RECORDS SHOWN>
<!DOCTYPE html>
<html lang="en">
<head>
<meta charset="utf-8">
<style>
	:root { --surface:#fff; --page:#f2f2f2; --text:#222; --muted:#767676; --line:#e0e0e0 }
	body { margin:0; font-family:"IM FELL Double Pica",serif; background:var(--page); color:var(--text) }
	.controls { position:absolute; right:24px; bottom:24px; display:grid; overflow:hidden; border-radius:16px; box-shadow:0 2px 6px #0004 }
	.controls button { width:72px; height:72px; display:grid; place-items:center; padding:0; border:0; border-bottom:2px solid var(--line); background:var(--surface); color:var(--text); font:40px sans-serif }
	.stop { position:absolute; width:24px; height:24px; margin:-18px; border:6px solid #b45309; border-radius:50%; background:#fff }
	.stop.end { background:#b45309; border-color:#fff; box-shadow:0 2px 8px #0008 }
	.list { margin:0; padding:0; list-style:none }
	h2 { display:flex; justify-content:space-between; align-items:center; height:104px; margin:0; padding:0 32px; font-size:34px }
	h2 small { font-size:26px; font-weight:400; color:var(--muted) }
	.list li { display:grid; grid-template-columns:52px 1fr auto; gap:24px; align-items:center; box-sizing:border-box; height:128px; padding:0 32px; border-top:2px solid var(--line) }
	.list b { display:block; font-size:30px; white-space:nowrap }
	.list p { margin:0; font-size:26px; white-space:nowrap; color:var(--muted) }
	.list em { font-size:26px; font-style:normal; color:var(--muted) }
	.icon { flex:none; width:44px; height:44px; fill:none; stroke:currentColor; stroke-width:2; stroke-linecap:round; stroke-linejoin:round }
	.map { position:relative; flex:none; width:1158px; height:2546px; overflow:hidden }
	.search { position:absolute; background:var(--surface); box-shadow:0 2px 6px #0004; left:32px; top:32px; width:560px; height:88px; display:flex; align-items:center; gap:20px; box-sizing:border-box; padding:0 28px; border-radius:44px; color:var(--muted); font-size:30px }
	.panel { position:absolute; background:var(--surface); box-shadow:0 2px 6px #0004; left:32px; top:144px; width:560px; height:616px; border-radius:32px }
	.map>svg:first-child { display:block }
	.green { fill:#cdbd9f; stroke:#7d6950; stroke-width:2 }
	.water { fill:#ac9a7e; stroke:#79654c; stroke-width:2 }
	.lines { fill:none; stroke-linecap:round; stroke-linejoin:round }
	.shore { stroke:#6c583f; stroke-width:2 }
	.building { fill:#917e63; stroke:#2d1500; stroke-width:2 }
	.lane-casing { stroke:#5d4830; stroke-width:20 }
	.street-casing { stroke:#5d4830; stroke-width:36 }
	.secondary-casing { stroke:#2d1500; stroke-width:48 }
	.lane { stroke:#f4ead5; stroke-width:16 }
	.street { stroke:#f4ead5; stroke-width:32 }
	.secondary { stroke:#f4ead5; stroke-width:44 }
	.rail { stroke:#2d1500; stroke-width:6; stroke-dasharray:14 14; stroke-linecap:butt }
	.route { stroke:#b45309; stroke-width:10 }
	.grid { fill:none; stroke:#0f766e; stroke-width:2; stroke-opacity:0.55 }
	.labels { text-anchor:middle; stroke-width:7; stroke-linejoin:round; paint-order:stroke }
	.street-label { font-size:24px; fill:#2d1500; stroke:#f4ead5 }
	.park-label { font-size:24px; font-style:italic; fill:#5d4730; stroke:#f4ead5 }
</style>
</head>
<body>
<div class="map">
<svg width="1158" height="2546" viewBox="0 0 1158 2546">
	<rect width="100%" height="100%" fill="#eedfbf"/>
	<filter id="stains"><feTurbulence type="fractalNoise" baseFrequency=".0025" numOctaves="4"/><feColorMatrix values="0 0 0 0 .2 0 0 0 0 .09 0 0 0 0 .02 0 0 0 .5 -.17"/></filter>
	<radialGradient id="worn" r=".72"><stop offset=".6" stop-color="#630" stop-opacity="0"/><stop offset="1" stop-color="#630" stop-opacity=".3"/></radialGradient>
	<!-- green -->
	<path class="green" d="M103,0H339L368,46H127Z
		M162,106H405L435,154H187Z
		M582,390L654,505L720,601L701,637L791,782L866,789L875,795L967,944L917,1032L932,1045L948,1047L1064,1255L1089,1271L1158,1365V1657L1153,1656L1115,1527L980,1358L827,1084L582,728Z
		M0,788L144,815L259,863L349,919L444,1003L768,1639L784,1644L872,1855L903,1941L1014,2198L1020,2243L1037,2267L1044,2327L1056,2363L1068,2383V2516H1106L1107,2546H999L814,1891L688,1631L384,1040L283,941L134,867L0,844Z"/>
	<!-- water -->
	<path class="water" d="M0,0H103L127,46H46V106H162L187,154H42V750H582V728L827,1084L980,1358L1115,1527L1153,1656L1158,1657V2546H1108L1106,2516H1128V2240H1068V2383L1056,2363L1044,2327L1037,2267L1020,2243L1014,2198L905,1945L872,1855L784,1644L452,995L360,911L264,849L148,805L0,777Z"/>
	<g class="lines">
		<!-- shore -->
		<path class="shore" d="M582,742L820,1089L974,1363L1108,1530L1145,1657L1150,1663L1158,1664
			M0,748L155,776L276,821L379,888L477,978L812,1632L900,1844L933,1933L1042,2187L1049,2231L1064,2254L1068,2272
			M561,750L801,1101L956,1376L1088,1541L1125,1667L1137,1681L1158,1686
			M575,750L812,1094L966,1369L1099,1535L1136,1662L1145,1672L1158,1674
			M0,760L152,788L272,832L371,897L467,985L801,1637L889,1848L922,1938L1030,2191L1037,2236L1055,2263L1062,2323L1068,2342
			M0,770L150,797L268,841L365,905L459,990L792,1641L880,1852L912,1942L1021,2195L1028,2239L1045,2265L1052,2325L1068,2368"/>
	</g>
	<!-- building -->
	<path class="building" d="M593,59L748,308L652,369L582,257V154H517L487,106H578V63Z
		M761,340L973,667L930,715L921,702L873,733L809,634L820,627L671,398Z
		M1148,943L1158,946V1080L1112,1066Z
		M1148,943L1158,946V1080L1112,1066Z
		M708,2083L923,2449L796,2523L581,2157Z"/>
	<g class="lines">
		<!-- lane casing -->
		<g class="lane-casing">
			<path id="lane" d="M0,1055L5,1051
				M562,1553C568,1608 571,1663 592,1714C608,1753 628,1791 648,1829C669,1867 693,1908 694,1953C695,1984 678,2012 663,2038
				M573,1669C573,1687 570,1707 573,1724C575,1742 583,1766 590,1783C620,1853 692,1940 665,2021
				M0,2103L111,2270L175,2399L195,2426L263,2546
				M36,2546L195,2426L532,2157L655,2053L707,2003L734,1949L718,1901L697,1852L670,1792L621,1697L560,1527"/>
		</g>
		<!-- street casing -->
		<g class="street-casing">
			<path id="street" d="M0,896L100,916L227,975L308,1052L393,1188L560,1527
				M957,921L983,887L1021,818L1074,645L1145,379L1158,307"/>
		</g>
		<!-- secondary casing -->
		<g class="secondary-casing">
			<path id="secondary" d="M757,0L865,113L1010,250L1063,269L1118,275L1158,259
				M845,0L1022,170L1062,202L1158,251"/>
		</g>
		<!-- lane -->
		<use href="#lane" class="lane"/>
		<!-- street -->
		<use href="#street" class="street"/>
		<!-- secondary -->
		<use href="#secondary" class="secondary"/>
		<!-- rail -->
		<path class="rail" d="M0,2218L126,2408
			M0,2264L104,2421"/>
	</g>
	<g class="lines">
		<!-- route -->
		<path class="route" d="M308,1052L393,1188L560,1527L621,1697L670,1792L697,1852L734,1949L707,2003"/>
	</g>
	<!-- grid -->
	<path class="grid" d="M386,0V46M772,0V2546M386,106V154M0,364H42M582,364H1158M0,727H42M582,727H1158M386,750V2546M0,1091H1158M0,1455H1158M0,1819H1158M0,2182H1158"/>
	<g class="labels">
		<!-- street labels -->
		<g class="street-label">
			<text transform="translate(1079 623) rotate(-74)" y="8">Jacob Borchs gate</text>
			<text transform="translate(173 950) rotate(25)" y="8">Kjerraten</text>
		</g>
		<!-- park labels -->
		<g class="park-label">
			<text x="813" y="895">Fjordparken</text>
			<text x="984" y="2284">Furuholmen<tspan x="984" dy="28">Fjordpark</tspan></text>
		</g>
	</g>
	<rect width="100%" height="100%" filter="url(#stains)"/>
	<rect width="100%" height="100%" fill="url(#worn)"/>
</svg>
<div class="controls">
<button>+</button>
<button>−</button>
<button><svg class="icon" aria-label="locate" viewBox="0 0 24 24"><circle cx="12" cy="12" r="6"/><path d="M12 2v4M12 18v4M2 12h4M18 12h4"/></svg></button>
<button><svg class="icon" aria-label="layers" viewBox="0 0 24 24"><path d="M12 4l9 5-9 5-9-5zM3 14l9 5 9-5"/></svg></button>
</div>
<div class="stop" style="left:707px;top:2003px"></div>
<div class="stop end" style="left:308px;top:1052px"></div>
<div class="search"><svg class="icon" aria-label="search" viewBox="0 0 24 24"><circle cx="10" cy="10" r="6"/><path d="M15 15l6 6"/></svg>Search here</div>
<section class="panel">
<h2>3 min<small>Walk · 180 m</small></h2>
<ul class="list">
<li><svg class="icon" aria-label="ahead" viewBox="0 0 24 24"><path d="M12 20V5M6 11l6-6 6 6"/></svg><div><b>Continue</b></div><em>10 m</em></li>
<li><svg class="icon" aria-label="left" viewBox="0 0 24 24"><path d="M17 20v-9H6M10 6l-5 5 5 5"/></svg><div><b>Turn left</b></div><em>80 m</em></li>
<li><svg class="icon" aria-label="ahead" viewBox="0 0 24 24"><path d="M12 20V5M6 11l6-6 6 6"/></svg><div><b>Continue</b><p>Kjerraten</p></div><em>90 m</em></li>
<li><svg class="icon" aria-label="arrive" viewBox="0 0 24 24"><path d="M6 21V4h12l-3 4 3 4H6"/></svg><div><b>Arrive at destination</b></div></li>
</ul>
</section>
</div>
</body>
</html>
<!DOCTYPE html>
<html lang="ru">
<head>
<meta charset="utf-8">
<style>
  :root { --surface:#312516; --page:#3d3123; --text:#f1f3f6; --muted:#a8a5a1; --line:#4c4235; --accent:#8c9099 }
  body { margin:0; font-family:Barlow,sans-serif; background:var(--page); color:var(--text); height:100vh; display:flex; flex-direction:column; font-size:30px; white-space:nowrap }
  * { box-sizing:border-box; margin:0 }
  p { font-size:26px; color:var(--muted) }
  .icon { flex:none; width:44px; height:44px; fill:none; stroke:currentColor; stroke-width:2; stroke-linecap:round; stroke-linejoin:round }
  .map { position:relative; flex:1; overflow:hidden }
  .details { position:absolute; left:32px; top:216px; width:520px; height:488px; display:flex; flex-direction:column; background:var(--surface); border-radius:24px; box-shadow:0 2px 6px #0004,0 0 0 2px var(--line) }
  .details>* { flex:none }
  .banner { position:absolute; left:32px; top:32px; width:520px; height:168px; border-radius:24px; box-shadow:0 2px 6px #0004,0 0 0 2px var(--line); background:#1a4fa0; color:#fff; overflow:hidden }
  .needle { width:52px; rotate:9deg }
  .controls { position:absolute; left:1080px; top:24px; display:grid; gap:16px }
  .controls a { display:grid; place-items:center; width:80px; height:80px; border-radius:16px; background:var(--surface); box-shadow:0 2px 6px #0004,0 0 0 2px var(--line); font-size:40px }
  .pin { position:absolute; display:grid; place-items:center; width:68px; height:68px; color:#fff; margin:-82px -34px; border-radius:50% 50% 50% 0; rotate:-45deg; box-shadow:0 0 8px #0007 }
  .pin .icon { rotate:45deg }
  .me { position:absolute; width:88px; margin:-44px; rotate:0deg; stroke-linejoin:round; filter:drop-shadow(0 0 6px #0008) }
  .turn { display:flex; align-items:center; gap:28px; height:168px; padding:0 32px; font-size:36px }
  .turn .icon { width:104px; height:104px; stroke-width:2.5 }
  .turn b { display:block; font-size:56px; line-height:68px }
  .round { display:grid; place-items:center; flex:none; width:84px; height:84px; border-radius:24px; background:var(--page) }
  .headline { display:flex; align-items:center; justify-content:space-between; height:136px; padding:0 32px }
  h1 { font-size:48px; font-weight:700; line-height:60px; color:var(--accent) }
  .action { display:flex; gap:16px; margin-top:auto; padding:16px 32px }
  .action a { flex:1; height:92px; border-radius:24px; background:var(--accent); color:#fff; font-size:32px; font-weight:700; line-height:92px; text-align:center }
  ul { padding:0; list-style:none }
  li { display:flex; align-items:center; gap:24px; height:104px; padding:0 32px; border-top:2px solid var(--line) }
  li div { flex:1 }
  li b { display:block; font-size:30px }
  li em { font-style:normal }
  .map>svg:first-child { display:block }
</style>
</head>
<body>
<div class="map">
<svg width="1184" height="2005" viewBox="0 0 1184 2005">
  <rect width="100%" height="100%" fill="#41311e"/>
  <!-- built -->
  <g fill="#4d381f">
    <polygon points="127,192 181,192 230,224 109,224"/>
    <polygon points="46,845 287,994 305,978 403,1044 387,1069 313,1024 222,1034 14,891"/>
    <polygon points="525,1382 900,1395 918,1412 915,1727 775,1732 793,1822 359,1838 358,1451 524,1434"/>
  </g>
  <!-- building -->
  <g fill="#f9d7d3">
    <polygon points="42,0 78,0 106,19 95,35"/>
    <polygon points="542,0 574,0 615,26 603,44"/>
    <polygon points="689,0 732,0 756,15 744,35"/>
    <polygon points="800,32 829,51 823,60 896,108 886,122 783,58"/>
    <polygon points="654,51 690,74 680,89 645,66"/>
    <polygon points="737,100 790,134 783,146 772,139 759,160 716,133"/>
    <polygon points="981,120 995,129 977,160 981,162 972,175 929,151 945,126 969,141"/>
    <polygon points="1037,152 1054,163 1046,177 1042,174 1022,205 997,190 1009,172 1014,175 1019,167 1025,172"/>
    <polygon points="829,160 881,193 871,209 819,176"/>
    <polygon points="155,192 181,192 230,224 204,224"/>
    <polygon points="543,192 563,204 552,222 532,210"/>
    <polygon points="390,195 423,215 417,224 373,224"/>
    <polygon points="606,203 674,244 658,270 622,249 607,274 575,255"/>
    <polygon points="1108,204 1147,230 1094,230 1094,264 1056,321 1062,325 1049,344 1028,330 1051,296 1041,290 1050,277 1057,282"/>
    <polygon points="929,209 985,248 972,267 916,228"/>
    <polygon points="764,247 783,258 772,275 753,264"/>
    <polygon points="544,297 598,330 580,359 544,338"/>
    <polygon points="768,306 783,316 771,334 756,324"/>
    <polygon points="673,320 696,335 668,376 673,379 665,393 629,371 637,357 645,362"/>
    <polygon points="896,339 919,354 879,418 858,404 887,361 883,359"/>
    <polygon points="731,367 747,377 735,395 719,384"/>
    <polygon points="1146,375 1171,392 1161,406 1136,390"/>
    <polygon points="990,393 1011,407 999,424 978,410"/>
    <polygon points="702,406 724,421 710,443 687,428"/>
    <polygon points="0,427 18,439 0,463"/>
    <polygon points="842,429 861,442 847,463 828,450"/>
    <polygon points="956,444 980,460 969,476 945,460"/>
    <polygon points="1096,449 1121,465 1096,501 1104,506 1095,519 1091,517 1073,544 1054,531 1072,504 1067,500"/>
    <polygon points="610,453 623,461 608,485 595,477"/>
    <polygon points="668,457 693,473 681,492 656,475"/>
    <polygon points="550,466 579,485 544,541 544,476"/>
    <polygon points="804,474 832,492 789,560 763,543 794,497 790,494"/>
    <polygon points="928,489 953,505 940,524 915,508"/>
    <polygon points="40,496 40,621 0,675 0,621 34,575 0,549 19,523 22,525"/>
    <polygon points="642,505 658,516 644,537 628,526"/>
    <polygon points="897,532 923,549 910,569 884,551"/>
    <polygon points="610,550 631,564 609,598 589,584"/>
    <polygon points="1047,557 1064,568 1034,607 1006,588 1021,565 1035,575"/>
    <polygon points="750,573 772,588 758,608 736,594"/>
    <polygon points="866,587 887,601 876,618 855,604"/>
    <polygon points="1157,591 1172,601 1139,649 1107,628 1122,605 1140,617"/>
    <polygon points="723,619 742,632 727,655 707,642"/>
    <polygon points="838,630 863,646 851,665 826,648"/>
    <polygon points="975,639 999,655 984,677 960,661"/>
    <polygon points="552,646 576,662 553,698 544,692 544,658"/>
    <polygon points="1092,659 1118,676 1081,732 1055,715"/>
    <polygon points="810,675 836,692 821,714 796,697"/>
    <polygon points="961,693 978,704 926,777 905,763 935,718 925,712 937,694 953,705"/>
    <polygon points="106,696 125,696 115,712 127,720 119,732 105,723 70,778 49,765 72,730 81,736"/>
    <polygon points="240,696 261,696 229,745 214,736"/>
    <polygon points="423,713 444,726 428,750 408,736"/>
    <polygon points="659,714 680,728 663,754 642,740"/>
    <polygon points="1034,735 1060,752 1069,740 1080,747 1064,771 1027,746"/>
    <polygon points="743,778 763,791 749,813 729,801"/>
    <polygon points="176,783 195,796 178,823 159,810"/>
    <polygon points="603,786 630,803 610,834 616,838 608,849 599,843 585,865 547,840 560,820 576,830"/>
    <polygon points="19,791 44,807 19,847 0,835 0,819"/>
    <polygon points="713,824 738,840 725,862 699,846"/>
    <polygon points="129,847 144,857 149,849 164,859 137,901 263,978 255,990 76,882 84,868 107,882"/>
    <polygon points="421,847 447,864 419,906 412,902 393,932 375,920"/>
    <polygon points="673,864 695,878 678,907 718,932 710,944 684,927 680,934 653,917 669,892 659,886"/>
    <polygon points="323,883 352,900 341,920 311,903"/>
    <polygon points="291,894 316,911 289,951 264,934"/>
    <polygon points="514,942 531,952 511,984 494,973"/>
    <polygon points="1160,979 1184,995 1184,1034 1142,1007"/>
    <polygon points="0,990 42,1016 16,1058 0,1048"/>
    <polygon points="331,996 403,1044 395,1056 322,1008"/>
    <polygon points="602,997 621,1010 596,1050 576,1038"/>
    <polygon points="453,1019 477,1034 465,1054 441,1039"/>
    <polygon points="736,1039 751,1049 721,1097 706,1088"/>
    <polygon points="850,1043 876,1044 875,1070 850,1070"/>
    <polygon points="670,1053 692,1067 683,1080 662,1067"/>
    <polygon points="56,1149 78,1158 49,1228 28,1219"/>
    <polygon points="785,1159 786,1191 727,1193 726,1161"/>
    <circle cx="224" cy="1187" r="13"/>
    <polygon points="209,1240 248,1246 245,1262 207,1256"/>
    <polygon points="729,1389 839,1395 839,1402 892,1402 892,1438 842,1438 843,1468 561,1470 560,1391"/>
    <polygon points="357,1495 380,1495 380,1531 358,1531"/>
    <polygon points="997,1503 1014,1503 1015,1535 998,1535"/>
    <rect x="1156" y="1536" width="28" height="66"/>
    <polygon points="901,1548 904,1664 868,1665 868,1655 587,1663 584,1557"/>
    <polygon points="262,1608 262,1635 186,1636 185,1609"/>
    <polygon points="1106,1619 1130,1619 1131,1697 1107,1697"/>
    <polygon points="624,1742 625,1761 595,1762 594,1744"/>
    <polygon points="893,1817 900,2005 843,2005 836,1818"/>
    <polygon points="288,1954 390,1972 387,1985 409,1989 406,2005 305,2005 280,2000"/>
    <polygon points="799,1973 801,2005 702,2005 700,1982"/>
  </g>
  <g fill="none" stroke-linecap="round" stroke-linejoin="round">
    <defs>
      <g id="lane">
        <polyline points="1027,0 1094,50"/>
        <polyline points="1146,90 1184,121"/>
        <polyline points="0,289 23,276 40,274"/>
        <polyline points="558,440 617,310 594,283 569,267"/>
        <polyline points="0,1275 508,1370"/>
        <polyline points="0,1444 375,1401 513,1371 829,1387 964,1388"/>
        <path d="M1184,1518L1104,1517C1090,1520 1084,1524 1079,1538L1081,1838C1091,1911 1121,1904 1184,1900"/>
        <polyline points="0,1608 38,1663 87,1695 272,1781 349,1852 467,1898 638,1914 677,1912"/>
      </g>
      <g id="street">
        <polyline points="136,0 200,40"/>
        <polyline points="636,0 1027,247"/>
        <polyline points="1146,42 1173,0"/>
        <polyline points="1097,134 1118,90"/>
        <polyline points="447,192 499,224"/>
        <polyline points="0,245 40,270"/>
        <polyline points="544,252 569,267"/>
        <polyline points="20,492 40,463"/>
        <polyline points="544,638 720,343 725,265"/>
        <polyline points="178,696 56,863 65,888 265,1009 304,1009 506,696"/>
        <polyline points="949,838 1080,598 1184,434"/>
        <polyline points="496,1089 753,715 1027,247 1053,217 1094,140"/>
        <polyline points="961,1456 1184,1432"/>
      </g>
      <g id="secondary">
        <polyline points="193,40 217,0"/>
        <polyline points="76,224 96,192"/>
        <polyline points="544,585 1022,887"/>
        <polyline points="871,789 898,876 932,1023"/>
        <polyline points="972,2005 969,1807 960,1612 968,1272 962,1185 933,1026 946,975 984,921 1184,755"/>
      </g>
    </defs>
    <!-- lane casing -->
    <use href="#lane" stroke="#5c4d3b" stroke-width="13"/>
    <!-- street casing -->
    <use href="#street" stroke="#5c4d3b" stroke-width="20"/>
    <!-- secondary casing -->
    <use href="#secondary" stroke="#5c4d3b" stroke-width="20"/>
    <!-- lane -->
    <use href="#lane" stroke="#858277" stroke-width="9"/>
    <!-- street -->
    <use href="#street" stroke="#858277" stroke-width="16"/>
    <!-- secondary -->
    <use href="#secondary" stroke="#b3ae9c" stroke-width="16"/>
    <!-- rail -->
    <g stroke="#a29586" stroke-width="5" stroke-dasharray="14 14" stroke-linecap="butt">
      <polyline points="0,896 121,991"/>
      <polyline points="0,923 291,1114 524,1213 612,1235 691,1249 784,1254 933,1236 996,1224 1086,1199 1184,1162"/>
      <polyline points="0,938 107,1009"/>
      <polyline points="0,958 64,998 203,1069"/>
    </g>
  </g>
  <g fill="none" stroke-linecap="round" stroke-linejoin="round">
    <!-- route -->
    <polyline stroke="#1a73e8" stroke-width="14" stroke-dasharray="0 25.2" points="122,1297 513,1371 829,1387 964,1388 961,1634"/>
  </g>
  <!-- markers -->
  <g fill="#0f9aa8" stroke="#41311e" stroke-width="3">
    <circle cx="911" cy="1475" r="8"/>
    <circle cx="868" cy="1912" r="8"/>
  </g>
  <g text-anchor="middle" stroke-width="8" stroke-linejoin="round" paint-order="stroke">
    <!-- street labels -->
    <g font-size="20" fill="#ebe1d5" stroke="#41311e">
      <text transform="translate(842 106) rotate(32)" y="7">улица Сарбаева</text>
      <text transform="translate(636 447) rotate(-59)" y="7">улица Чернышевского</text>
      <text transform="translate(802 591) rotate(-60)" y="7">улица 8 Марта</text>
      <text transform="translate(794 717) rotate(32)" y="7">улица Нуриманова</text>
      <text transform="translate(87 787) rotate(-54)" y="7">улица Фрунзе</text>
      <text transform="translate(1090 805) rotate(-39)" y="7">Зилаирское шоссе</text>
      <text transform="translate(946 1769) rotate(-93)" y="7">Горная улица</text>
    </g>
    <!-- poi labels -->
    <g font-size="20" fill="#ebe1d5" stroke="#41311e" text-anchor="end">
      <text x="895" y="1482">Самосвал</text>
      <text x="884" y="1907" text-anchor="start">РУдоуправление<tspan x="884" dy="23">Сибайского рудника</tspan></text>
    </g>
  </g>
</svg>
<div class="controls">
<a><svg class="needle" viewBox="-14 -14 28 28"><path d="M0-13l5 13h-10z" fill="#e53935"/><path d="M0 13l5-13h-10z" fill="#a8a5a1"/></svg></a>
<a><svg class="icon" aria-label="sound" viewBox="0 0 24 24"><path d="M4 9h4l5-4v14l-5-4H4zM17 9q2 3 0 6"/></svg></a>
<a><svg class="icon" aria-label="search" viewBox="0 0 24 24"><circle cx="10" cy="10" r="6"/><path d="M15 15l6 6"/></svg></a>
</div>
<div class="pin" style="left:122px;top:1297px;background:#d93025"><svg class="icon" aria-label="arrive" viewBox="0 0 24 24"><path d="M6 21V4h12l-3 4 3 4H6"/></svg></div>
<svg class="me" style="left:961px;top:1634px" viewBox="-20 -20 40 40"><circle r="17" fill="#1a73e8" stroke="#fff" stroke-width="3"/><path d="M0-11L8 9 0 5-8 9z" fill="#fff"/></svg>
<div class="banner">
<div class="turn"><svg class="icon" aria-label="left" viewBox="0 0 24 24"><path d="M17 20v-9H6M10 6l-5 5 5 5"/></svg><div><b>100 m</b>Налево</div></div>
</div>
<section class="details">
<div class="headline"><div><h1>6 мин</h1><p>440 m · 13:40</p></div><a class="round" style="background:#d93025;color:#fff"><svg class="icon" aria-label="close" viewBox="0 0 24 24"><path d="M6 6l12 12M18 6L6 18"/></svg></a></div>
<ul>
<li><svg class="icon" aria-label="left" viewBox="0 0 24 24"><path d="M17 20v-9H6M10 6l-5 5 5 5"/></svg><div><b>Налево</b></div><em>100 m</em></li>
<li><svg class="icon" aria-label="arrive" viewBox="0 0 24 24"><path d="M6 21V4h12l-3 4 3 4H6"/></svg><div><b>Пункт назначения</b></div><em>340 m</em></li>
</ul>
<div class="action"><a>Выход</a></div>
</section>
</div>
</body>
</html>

EXERCISE INSTRUCTIONS>
Please count the lines of the material above that contain "direction", and give only the number.

SOLUTION>
2